##### Provided entries

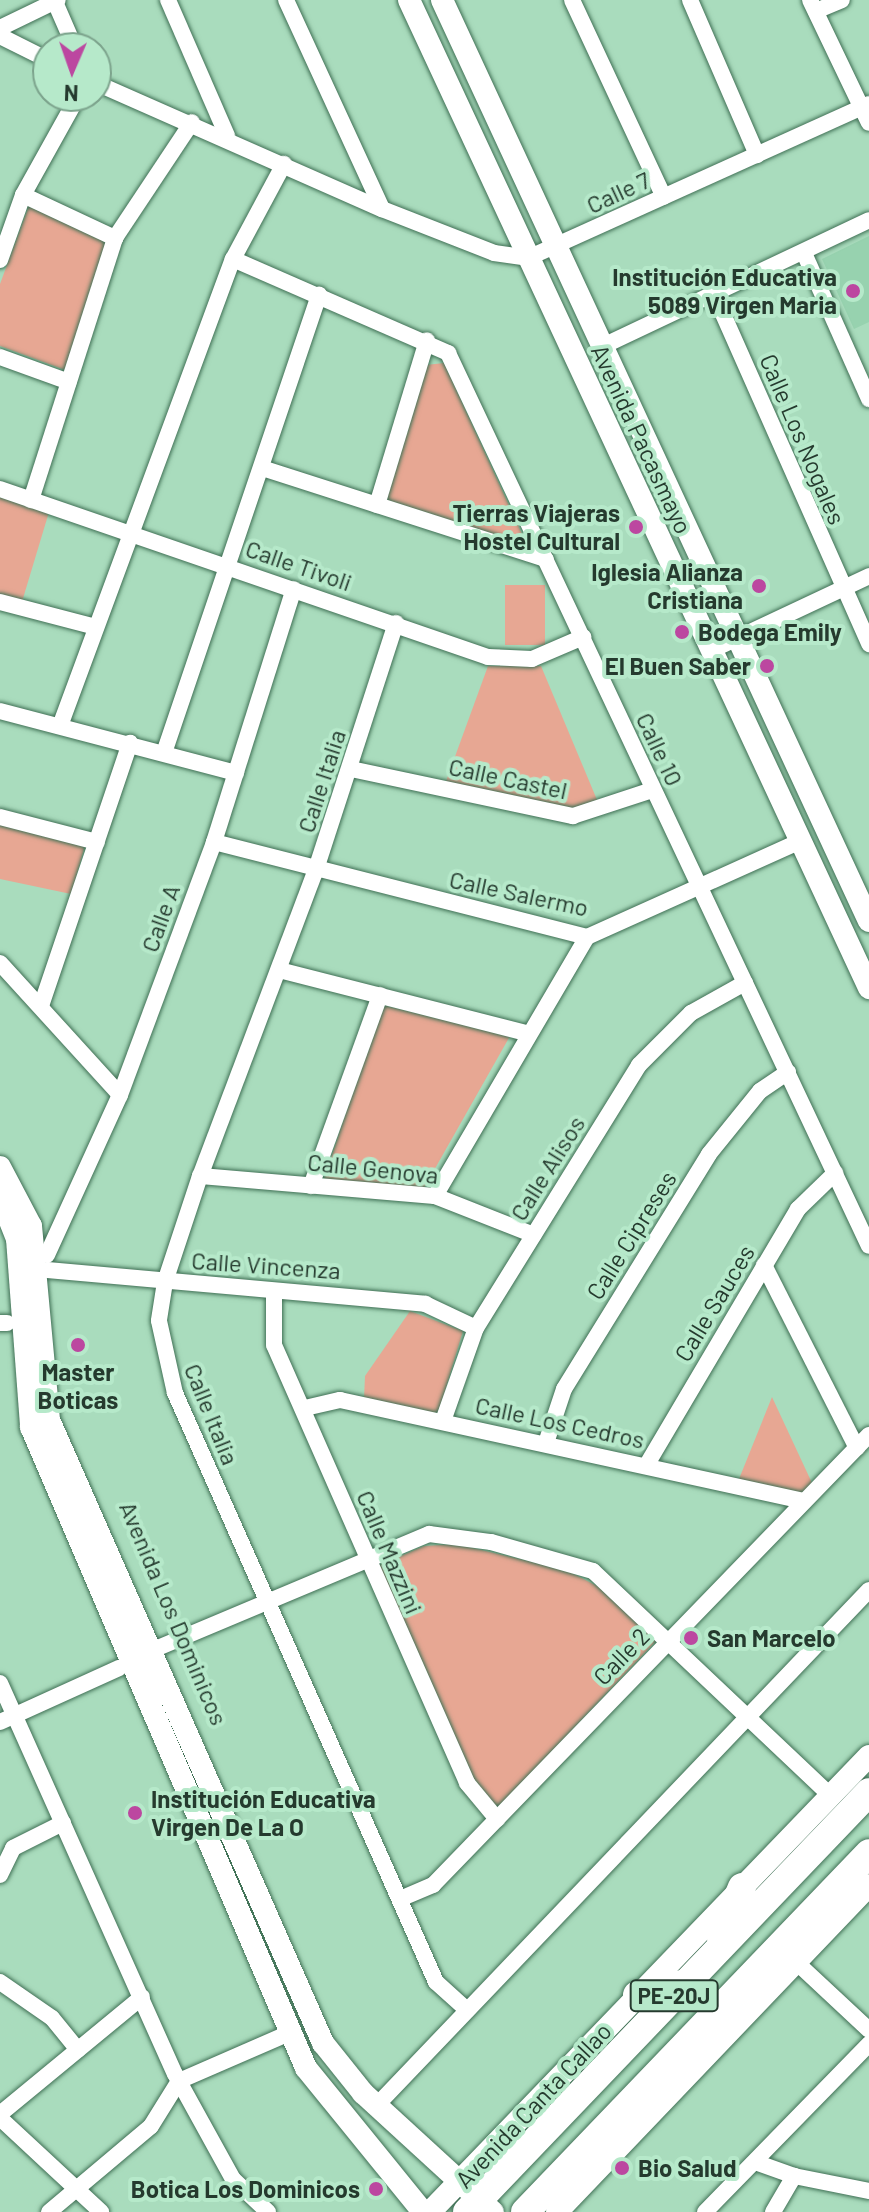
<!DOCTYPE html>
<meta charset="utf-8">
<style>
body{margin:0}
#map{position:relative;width:869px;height:2212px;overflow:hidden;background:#a9dcbd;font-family:Barlow,sans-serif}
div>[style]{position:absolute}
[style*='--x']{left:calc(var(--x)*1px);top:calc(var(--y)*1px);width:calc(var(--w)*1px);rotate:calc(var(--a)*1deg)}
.built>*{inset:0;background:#97d2af}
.green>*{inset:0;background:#e7a793;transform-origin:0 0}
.roads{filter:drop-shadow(0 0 2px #407055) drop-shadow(0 0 2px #407055)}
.street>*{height:16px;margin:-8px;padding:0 8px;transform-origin:8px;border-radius:8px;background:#fff}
.secondary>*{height:22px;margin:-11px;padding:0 11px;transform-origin:11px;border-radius:11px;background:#fff}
.highway>*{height:28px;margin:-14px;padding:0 14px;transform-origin:14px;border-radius:14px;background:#fff}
.dots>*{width:22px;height:22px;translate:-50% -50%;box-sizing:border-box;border:4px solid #b6e9ca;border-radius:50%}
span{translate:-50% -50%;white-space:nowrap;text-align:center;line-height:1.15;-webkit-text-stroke:8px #b6e9ca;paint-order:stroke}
.shield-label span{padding:2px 6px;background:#b6e9ca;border:2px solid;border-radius:6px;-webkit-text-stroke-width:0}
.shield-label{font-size:22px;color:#253a2e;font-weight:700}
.street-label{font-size:24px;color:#253a2e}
.poi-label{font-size:24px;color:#253a2e;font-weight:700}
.right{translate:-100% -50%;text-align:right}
.left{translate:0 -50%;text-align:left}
.north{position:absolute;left:32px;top:32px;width:80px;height:80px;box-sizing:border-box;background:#b6e9ca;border:2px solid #7ca38c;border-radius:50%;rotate:182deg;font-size:22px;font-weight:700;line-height:32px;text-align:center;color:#253a2e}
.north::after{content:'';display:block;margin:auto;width:28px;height:36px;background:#bc47a0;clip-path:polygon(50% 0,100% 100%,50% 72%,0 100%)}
</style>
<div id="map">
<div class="built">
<div style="clip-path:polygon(869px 236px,869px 322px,854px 329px,822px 259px)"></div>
</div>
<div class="green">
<div style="clip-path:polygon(30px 203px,111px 238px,65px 370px,0 346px,0 284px)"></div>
<div style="clip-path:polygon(444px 363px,528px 547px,385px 502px,426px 365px)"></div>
<div style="clip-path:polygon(0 496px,49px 512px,21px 605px,0 600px)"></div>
<div style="left:505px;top:585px;width:40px;height:60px"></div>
<div style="clip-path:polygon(488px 666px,541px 666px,600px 807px,567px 811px,445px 784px)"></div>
<div style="clip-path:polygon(0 824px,85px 846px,71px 894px,0 879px)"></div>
<div style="clip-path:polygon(382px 1005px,510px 1036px,424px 1188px,324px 1179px)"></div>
<div style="clip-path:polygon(410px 1311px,463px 1331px,438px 1414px,364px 1399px,365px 1376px)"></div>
<div style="clip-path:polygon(772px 1397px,812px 1483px,804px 1495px,739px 1479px)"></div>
<div style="clip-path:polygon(456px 1544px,566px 1570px,601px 1588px,656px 1641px,496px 1810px,479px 1792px,377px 1566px,424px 1546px)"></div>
</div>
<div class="roads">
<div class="street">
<div style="--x:168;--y:0;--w:148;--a:66.5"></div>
<div style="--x:286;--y:0;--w:230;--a:65.3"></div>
<div style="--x:572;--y:0;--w:217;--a:65"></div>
<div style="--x:690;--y:0;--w:169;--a:66.6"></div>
<div style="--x:810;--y:0;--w:136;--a:64.4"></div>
<div style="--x:55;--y:2;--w:50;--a:66.5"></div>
<div style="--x:816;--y:11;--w:28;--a:-23"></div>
<div style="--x:0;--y:28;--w:64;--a:-25.8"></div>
<div style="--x:0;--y:36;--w:54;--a:26.6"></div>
<div style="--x:96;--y:83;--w:313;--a:23.8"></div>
<div style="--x:382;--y:209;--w:120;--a:21.4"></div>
<div style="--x:494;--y:253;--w:34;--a:8"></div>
<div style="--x:528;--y:258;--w:374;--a:-24.3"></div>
<div style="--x:23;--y:195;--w:102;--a:25.1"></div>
<div style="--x:804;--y:253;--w:160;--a:66"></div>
<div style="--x:233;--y:259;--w:235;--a:23.6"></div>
<div style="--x:448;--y:353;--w:987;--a:64.76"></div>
<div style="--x:0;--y:260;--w:69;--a:-70.5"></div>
<div style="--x:23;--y:195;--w:113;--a:-60.9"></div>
<div style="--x:715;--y:296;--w:381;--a:66.1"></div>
<div style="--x:603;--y:346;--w:294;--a:-25.3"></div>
<div style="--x:0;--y:357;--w:73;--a:19.9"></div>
<div style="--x:262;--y:468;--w:298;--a:17.8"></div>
<div style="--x:0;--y:489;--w:516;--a:19"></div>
<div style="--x:488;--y:657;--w:44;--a:2.6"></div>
<div style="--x:532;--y:659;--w:56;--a:-23.3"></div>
<div style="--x:31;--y:500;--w:275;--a:-72.2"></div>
<div style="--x:115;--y:238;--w:139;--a:-56.4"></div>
<div style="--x:377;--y:505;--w:172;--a:-73.1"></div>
<div style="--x:0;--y:602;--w:99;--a:14.6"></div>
<div style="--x:396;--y:623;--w:262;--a:108"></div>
<div style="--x:315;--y:872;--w:325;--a:110.7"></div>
<div style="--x:200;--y:1176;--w:112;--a:108.3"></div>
<div style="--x:165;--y:1282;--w:39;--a:99"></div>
<div style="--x:159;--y:1321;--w:74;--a:77.5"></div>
<div style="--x:175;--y:1393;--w:644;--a:66.1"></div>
<div style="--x:436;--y:1982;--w:42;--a:42.1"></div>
<div style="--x:712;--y:650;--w:174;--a:-25.2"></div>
<div style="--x:0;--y:711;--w:244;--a:14.7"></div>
<div style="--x:60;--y:726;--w:498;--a:-69.7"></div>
<div style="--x:233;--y:259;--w:108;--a:-61.8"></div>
<div style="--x:164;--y:753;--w:484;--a:-71.3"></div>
<div style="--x:351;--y:769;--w:227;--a:12"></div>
<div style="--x:573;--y:816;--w:83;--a:-18.2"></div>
<div style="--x:0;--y:817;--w:100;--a:14.5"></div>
<div style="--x:214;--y:842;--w:385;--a:14.3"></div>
<div style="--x:587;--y:937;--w:235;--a:-24.2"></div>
<div style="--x:0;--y:963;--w:178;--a:47.7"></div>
<div style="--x:279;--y:970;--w:256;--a:14.3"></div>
<div style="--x:41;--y:1006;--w:278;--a:-71.3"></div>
<div style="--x:200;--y:1176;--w:236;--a:4.9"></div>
<div style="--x:435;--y:1196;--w:106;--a:21.5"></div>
<div style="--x:311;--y:1186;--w:203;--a:-70.1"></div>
<div style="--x:435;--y:1196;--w:300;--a:-59.6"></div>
<div style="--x:47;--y:1255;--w:176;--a:-65.5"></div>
<div style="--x:120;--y:1095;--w:270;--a:-69.6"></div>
<div style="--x:214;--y:842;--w:265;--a:-72.5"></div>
<div style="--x:764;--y:1265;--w:205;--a:63.1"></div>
<div style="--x:47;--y:1270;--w:380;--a:5.1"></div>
<div style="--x:425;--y:1304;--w:56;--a:25.2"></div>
<div style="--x:274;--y:1291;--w:54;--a:90"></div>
<div style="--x:274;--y:1345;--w:479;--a:66.2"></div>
<div style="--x:467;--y:1783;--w:47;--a:50.2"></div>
<div style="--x:0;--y:1323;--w:7;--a:0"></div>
<div style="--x:305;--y:1408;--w:36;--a:-13"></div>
<div style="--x:340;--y:1400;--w:475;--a:12.3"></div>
<div style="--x:443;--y:1421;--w:99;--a:-70.5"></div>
<div style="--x:476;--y:1328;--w:309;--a:-58.2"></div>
<div style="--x:639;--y:1065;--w:74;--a:-45"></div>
<div style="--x:691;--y:1013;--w:62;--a:-29.1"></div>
<div style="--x:546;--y:1443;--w:57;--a:-71.6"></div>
<div style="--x:564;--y:1389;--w:276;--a:-58.3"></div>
<div style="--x:709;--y:1154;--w:81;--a:-51"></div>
<div style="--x:760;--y:1091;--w:34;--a:-34"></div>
<div style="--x:646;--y:1466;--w:299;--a:-59.4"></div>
<div style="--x:798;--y:1209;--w:52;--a:-44.2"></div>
<div style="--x:160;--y:1647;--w:292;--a:-22.8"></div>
<div style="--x:429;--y:1534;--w:63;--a:7.4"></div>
<div style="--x:491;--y:1542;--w:106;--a:15.9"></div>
<div style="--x:593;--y:1571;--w:328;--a:43.4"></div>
<div style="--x:0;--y:1683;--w:428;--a:65.9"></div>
<div style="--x:175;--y:2074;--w:120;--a:61.1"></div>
<div style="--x:233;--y:2179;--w:48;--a:43.3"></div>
<div style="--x:0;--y:1722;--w:131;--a:-24.4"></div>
<div style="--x:0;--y:1875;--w:30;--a:-64"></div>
<div style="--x:13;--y:1848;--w:56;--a:-26.6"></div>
<div style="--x:400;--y:1899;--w:36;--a:-23"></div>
<div style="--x:433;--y:1885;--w:627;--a:-45.91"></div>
<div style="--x:795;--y:1961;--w:101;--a:43"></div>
<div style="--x:0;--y:1982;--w:63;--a:34.7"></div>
<div style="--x:52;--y:2018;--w:41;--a:50.9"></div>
<div style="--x:378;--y:2104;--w:711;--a:-46.31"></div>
<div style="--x:0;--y:2114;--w:184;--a:-39.5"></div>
<div style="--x:0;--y:2118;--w:138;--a:42.9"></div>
<div style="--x:755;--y:2162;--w:41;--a:19.7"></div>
<div style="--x:49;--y:2212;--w:133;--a:-40.1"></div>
<div style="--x:151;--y:2126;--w:53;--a:-58.1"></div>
<div style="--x:179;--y:2081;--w:110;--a:-23.5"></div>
<div style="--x:705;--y:2212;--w:235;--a:-45.7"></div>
<div style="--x:773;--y:2212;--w:42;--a:-59.7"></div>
<div style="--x:794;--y:2176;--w:76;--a:11.3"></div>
</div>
<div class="secondary">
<div style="--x:409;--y:0;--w:1090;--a:65.03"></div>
<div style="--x:442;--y:0;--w:1015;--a:65.13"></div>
<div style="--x:0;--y:1167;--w:67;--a:62.3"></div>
<div style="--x:31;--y:1226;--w:195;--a:84.7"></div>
<div style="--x:49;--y:1420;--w:681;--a:66.26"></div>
<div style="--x:323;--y:2043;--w:64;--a:51.3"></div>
<div style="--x:363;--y:2093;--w:176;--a:42.5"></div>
<div style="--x:0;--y:1196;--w:46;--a:68.4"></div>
<div style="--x:17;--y:1239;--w:189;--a:85.7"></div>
<div style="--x:31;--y:1427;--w:697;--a:66.78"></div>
<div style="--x:306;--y:2068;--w:186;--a:50.9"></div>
<div style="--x:430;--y:2212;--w:633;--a:-46.09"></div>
<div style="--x:557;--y:2212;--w:452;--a:-46.3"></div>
</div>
<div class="highway">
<div style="--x:721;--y:1938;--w:55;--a:-67.6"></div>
<div style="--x:637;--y:1995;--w:50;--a:-13.8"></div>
<div style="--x:467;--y:2212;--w:581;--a:-46.25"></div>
<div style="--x:525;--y:2212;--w:497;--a:-46.2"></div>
</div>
</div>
<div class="dots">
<div style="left:853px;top:291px;background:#bc47a0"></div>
<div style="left:636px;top:527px;background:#bc47a0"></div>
<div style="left:759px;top:586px;background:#bc47a0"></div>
<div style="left:682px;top:632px;background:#bc47a0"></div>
<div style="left:767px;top:666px;background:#bc47a0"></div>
<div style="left:78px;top:1345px;background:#bc47a0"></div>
<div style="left:691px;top:1638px;background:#bc47a0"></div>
<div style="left:135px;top:1813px;background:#bc47a0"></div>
<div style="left:622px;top:2168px;background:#bc47a0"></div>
<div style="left:376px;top:2189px;background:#bc47a0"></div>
</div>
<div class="shield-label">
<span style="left:674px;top:1996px">PE-20J</span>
</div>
<div class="street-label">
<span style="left:618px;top:192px;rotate:-25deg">Calle 7</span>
<span style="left:642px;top:439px;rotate:65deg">Avenida Pacasmayo</span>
<span style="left:803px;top:439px;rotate:67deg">Calle Los Nogales</span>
<span style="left:299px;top:565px;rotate:19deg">Calle Tivoli</span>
<span style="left:660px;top:749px;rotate:65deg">Calle 10</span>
<span style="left:508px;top:778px;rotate:12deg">Calle Castel</span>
<span style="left:321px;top:781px;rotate:-72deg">Calle Italia</span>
<span style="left:519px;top:893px;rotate:12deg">Calle Salermo</span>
<span style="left:160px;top:918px;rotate:-70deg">Calle A</span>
<span style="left:373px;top:1168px;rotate:6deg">Calle Genova</span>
<span style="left:547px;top:1168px;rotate:-58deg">Calle Alisos</span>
<span style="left:631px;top:1235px;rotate:-58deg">Calle Cipreses</span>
<span style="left:266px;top:1265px;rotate:4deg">Calle Vincenza</span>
<span style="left:714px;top:1303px;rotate:-59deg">Calle Sauces</span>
<span style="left:212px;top:1414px;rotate:68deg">Calle Italia</span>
<span style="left:560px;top:1422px;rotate:12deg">Calle Los Cedros</span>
<span style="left:390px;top:1552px;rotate:67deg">Calle Mazzini</span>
<span style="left:174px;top:1613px;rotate:67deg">Avenida Los Dominicos</span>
<span style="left:621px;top:1656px;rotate:-46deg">Calle 2</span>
<span style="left:533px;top:2105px;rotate:-47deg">Avenida Canta Callao</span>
</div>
<div class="poi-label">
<span class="right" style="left:837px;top:291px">Institución Educativa<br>5089 Virgen Maria</span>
<span class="right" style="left:620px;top:527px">Tierras Viajeras<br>Hostel Cultural</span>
<span class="right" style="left:743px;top:586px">Iglesia Alianza<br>Cristiana</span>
<span class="left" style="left:698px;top:632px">Bodega Emily</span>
<span class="right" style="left:751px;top:666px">El Buen Saber</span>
<span style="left:78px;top:1386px">Master<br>Boticas</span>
<span class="left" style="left:707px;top:1638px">San Marcelo</span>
<span class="left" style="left:151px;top:1813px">Institución Educativa<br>Virgen De La O</span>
<span class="left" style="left:638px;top:2168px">Bio Salud</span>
<span class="right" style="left:360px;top:2189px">Botica Los Dominicos</span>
</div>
<div class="north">N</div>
</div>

##########

Filter this listing and copy only the lines holding the word "green".

Task response ::
.green>*{inset:0;background:#e7a793;transform-origin:0 0}
<div class="green">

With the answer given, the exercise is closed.